Black Gamers Don’t Matter in Xbox Live

Earlier this month, a video surfaced of a cop engaged in a racist rant in Xbox Live, the popular gaming community, with an estimated 48 million users.

Meme image: I'm not always racist, but when I am it's on Xbox Live

(Image source)

The video – uploaded to the Free Thought Project – captured the cop explaining what cops actually get paid to do:

…I get paid to beat up n*gers like you! I get paid to beat up fkin n*gers like you! I will f@#k you up!”

It turns out that the gamer was in fact a cop and he provided his name, address, badge number, precinct, and other information over Xbox Live. Fortunately, this Mississippi Deputy, who stated that he gets paid to harm Blacks, was fired.

The firing of this officer, while commendable, does nothing to dismantle the systematic racism that privileges Whiteness, sustains White supremacy, and unjustly denies Blacks full access and inclusion to participate in society. The firing (or prosecution) of individual officers also suggests that while there may be a few bad apples, they are all otherwise good in the barrel. This negates the culture of complicity within policing that condones these behaviors and does nothing to challenge or correct this embedded culture.

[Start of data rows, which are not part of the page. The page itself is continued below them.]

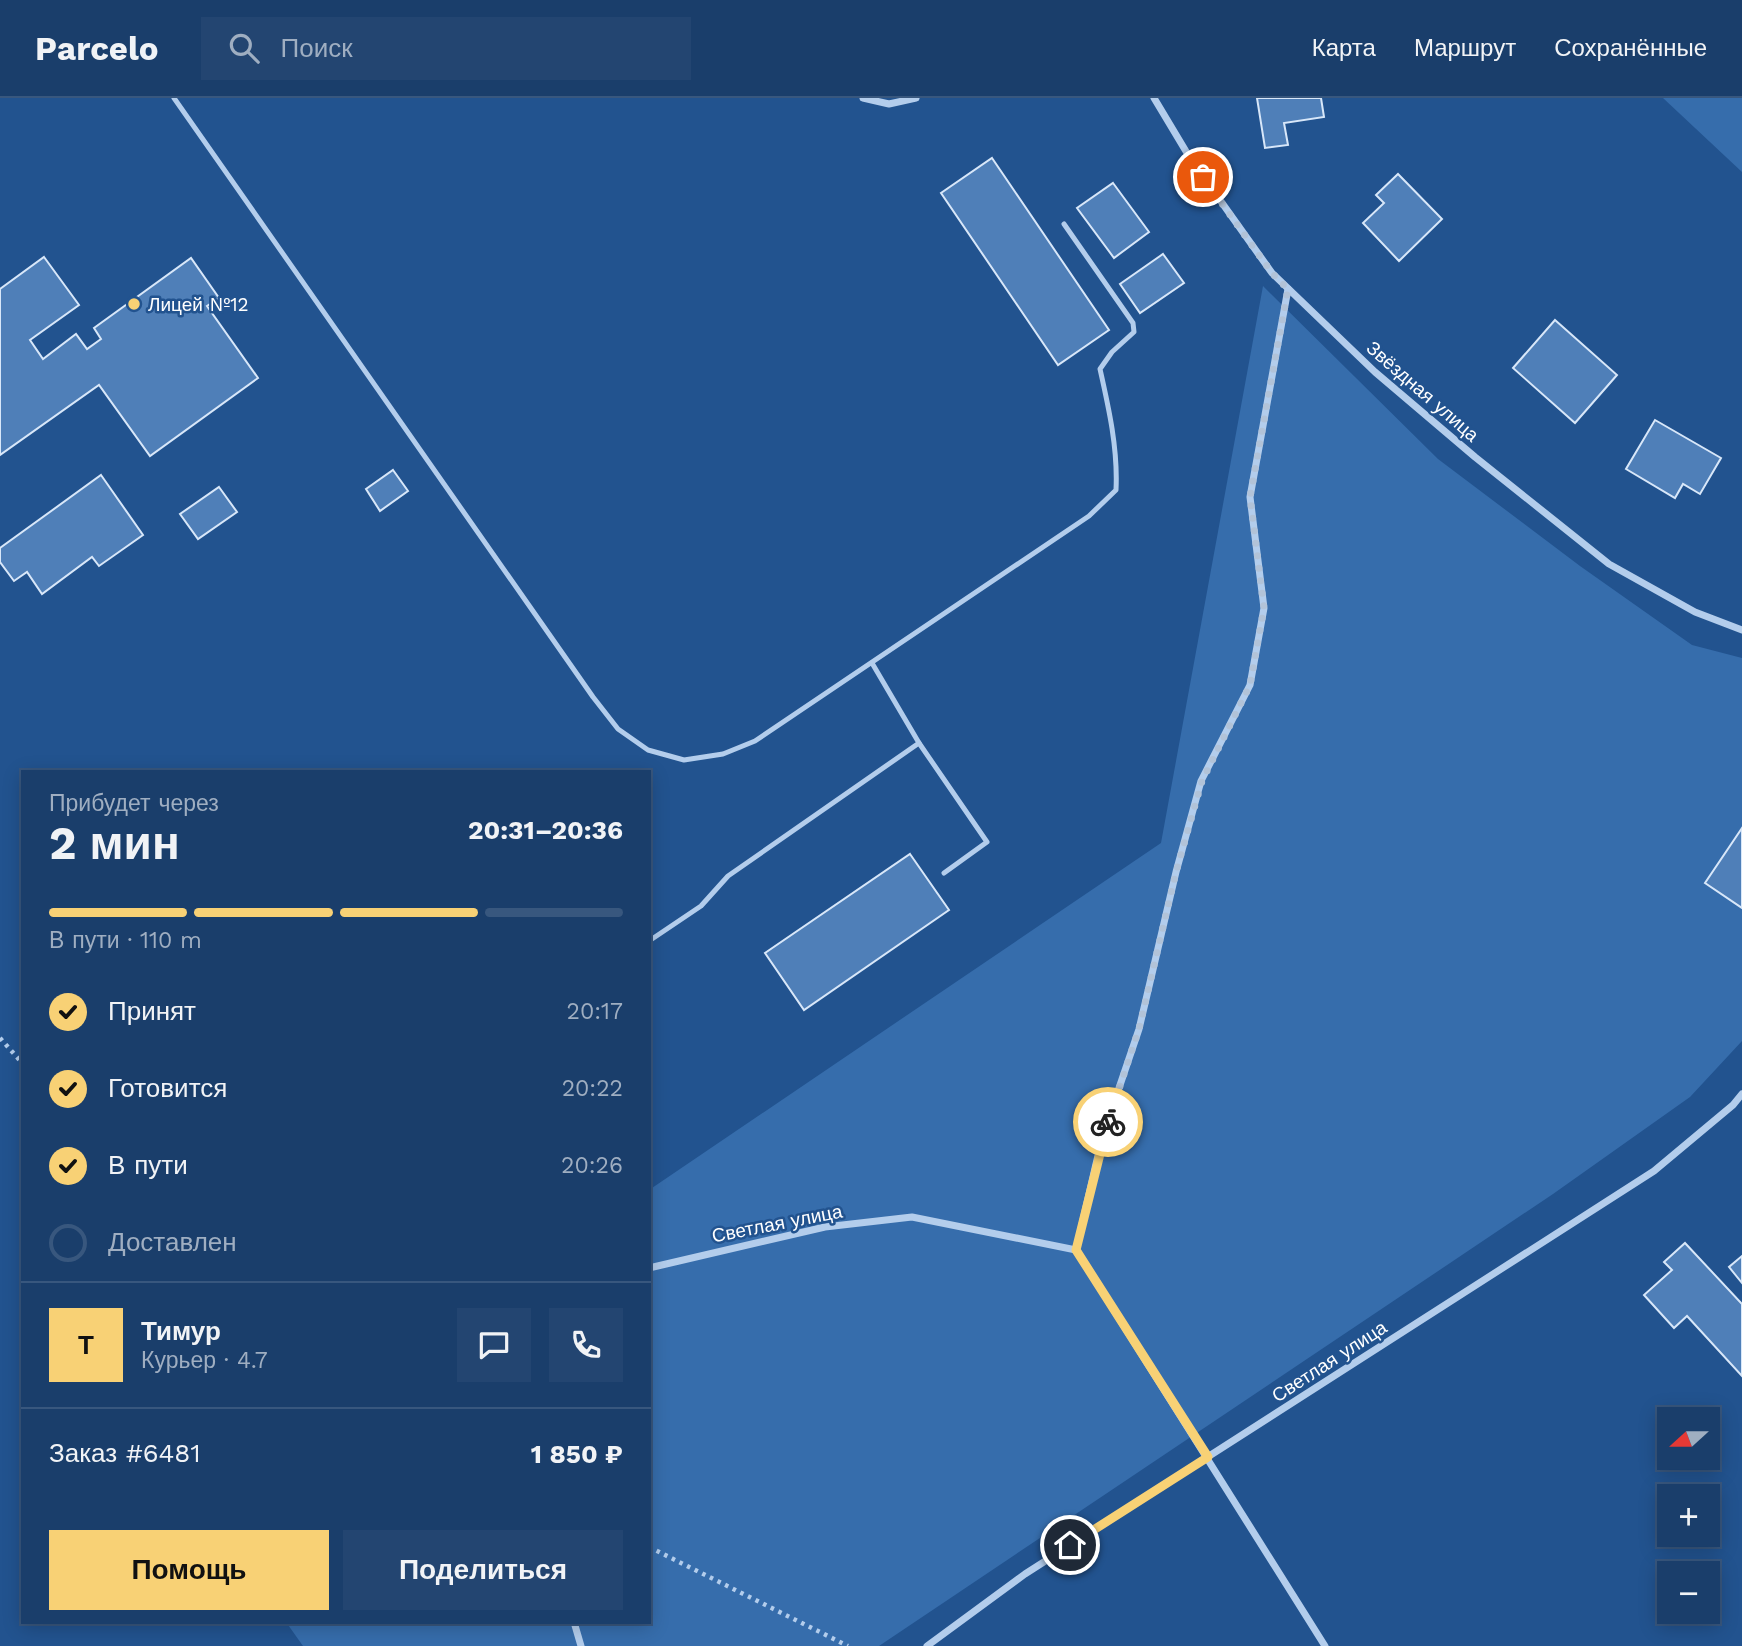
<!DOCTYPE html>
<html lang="ru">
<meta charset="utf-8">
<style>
body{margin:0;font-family:"Work Sans",sans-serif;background:#234571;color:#f1f3f6;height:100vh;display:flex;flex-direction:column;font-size:26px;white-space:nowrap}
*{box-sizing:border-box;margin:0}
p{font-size:23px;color:#9faec1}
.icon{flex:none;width:38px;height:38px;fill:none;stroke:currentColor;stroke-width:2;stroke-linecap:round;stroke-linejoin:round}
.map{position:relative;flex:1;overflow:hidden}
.details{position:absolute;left:21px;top:672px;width:630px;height:854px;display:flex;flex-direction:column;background:#1a3e6b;border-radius:0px;box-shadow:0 4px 18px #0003,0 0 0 2px #38577e}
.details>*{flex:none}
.needle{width:46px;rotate:249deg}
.fabs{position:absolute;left:1657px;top:1309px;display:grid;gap:14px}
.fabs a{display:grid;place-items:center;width:63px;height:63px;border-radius:0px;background:#1a3e6b;box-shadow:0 4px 18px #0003,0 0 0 2px #38577e;font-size:35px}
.pin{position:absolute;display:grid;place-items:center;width:60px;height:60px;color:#fff;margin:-30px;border:4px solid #fff;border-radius:50%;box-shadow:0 2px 7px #0007}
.courier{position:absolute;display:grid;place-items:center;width:70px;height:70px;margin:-35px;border:5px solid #f8d175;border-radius:50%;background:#fff;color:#222;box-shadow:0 2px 9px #0007}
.summary em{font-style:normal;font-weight:700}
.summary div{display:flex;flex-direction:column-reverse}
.summary{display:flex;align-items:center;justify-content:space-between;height:119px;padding:0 28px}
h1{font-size:46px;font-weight:700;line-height:52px}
.bar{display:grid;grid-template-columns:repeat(4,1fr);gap:10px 7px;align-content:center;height:84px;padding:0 28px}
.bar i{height:9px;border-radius:5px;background:#38577e}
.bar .active{background:#f8d175}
.bar p{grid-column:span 4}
.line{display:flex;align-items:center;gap:18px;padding:0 28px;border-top:2px solid #38577e}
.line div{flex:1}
.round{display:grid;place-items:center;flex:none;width:74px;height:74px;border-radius:0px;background:#234571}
ol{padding:0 28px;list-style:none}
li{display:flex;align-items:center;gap:21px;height:77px}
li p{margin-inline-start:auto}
li .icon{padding:7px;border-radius:50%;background:#f8d175;color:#111;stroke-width:4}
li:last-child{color:#9faec1}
li i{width:38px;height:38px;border:4px solid #38577e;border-radius:50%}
.button{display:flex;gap:14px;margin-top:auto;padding:14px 28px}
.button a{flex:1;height:80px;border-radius:0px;background:#f8d175;color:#111;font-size:28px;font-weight:700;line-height:80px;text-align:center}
.button a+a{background:#234571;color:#f1f3f6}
header{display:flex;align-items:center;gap:42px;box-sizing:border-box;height:98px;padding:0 35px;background:#1a3e6b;border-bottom:2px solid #38577e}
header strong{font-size:33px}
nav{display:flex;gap:38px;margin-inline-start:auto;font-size:24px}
.search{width:490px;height:63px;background:#234571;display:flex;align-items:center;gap:18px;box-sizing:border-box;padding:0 24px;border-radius:0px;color:#9faec1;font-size:26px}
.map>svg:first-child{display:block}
</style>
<header>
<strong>Parcelo</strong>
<div class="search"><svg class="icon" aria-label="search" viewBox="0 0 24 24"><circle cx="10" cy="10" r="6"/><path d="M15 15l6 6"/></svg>Поиск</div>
<nav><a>Карта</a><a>Маршрут</a><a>Сохранённые</a></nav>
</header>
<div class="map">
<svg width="1742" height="1548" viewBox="0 0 1742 1548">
<rect width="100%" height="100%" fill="#22538f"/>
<g fill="#366dac">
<path d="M1663 0H1742V74Z"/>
<path d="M1263 188 1438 361 1580 468 1692 547 1742 560V943L1690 999 1553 1096 879 1548H303L286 1524H649V1092L1161 745Z"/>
</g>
<g fill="#4f7fb8" stroke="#d8e7f9" stroke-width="2">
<path d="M1257 0H1321L1324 19 1284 25 1288 47 1265 50Z"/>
<path d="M992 60 1109 232 1058 267 941 95Z"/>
<path d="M1398 76 1442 121 1399 163 1363 125 1384 105 1376 97Z"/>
<path d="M1113 85 1149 134 1114 160 1077 110Z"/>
<path d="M1163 156 1184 185 1140 215 1120 186Z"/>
<path d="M44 159 79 207 30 242 43 261 76 236 87 251 101 241 94 230 191 160 219 200 207 208 258 280 150 358 99 287 0 357V191Z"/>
<path d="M1555 222 1617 277 1575 325 1513 270Z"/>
<path d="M1655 322 1721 360 1700 396 1683 386 1675 400 1626 371Z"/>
<path d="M393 372 408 393 380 413 366 391Z"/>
<path d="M101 377 143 437 99 468 92 459 42 496 27 474 14 483 0 464V450Z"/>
<path d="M219 389 237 414 198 441 180 416Z"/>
<path d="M1742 730V810L1705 785Z"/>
<path d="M910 756 949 812 804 912 765 855Z"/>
<path d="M1685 1145 1742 1206V1278L1687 1218 1674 1230 1644 1197 1672 1172 1664 1164Z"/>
<path d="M1742 1158V1185L1729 1169Z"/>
</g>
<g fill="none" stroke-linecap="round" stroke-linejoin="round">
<g stroke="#b3cdec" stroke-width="4.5" stroke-dasharray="3.5 5" stroke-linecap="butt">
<path d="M0 940 23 966"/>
<path d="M649 1449 848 1548"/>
</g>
<g stroke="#b3cdec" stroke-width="5">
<path d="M174 0 593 599 618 631 648 652 684 662 723 656 755 643 1089 418 1116 392C1118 351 1109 311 1100 271L1112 254 1134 234 1133 225 1064 126"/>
<path d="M919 645 987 744 944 775"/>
<path d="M649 843 701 808 728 778 919 645 872 565"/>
</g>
<g stroke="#b3cdec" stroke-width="7">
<path d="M863 0 889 6 916 0"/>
<path d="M1154 0 1190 60 1272 175 1375 274 1475 359 1609 466 1695 514 1742 532"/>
<path d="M1288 191 1250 399 1264 510 1250 587 1201 683 1176 774 1139 931 1102 1040 1076 1152 1325 1548"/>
<path d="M649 1170 825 1129 912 1119 1076 1152"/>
<path d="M574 1524 581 1548"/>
<path d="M927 1548 1025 1476 1654 1073 1733 1007 1742 996"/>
</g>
</g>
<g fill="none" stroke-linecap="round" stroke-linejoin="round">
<path stroke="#b2c3d8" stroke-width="7" stroke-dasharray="0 12.6" d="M1108 1024 1139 931 1176 774 1202 683 1250 587 1264 510 1250 399 1288 191 1272 175 1203 79"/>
<path stroke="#f8d175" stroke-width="9" d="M1070 1447 1208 1359 1076 1152 1108 1024"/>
</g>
<circle fill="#f8d175" stroke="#22538f" stroke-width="2.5" cx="134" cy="206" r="7"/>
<g text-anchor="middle" stroke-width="5" stroke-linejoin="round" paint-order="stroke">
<g font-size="19" fill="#fff" stroke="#22538f" text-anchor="start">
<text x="148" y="213">Лицей №12</text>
</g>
<g font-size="19" fill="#fff" stroke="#22538f">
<text transform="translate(1423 293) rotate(41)" y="7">Звёздная улица</text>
<text transform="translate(777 1125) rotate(-11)" y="7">Светлая улица</text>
<text transform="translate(1329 1263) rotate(-33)" y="7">Светлая улица</text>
</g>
</g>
</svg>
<div class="fabs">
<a><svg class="needle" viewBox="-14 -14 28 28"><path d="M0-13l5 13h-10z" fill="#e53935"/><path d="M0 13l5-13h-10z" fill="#9faec1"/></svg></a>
<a>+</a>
<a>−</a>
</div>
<div class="pin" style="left:1203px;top:79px;background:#ea580c"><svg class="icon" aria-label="bag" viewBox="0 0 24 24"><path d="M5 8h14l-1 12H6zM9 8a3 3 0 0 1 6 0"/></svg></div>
<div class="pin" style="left:1070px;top:1447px;background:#1f2937"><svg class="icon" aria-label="home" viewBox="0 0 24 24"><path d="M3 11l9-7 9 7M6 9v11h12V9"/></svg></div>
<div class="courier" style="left:1108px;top:1024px"><svg class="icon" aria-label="bike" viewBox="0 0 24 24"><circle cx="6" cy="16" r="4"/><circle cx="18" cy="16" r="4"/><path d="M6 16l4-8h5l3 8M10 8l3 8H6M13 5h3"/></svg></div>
<section class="details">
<div class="summary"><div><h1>2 мин</h1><p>Прибудет через</p></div><em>20:31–20:36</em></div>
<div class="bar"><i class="active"></i><i class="active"></i><i class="active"></i><i></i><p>В пути · 110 m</p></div>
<ol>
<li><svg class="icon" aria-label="check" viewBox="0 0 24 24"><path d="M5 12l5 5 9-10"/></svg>Принят<p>20:17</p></li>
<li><svg class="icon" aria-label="check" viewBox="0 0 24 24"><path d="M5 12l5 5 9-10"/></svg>Готовится<p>20:22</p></li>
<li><svg class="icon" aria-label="check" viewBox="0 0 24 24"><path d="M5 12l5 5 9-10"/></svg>В пути<p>20:26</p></li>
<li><i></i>Доставлен</li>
</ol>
<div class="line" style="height:126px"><b class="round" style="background:#f8d175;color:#111">Т</b><div><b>Тимур</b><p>Курьер · 4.7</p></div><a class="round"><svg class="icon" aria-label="chat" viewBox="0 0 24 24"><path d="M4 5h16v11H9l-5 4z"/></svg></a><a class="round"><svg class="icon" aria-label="phone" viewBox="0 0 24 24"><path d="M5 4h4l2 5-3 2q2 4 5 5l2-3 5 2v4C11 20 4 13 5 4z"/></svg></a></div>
<div class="line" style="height:91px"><div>Заказ #6481</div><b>1 850 ₽</b></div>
<div class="button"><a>Помощь</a><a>Поделиться</a></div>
</section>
</div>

This individual act of racism is reflective of the institutional racism that has bred this person’s (and others) contempt for Blackness. And in the anonymous spaces of the Internet, this individual sworn to protect and defend his community (that is 20% Black) adamantly claimed that Black lives don’t matter.

This is the reality in Xbox Live. This systematically embedded discrimination is apparent in Microsoft’s inaction on the issue of racism within their gaming community.  Microsoft representatives have even proudly proclaimed that racism was not a major issue.

The failure of Microsoft to take racism seriously is a slap in the face of minority gamers who fail to conform to the White male norm. What occurs in Xbox Live is linguistic profiling based on how one sounds within the space. Similar to racial profiling, linguistic profiling occurs when auditory cues as opposed to visual cues are used to speculate on the racial background of another person. Based on how they sound, they experience constant harassment, verbal abuse, and racism. This linguistic profiling occurs on a daily basis and has led to the virtual ghettoization of marginalized gamers in Xbox.

Although Xbox Live, and other virtual gaming communities may not be rooted in historical legacies of institutional and structural racism, internet technologies are inherently White and masculine. So rooted in this foundation is the intersecting and overlapping racist policies, practices, ideas, and behaviors that sustain White supremacy.

As games are developed, the target audience is young, White, middle-class males who are supposedly the market’s target consumer. Additionally, the power structure of the gaming industry is a predominately white, and secondarily Asian, male-dominated elite. These cultural practices lead to the devaluation of marginalized gamers and developers leading to the perpetuate punishment of Blackness.

Blackness is constantly punished in almost all social settings and Xbox Live is not exempt from this trend. Video games are directly complicit in sustaining the narrative that Black lives don’t matter through the stereotypical and racist representations of minority characters, the hostile existence in which Black gamers reside in Xbox Live, and through the failure to diversify the gaming industry. And Microsoft’s continued silence on racist incidents within Xbox Live furthers the notion that only some lives matter; the Black one’s aren’t it.

When you intersect ignorance and power, the result is a grave enemy to justice. As W.E.B. Dubois once argued, “a system cannot fail those it was never designed to protect.” And as we are constantly reminded, there is no flaw in the design, this is the design.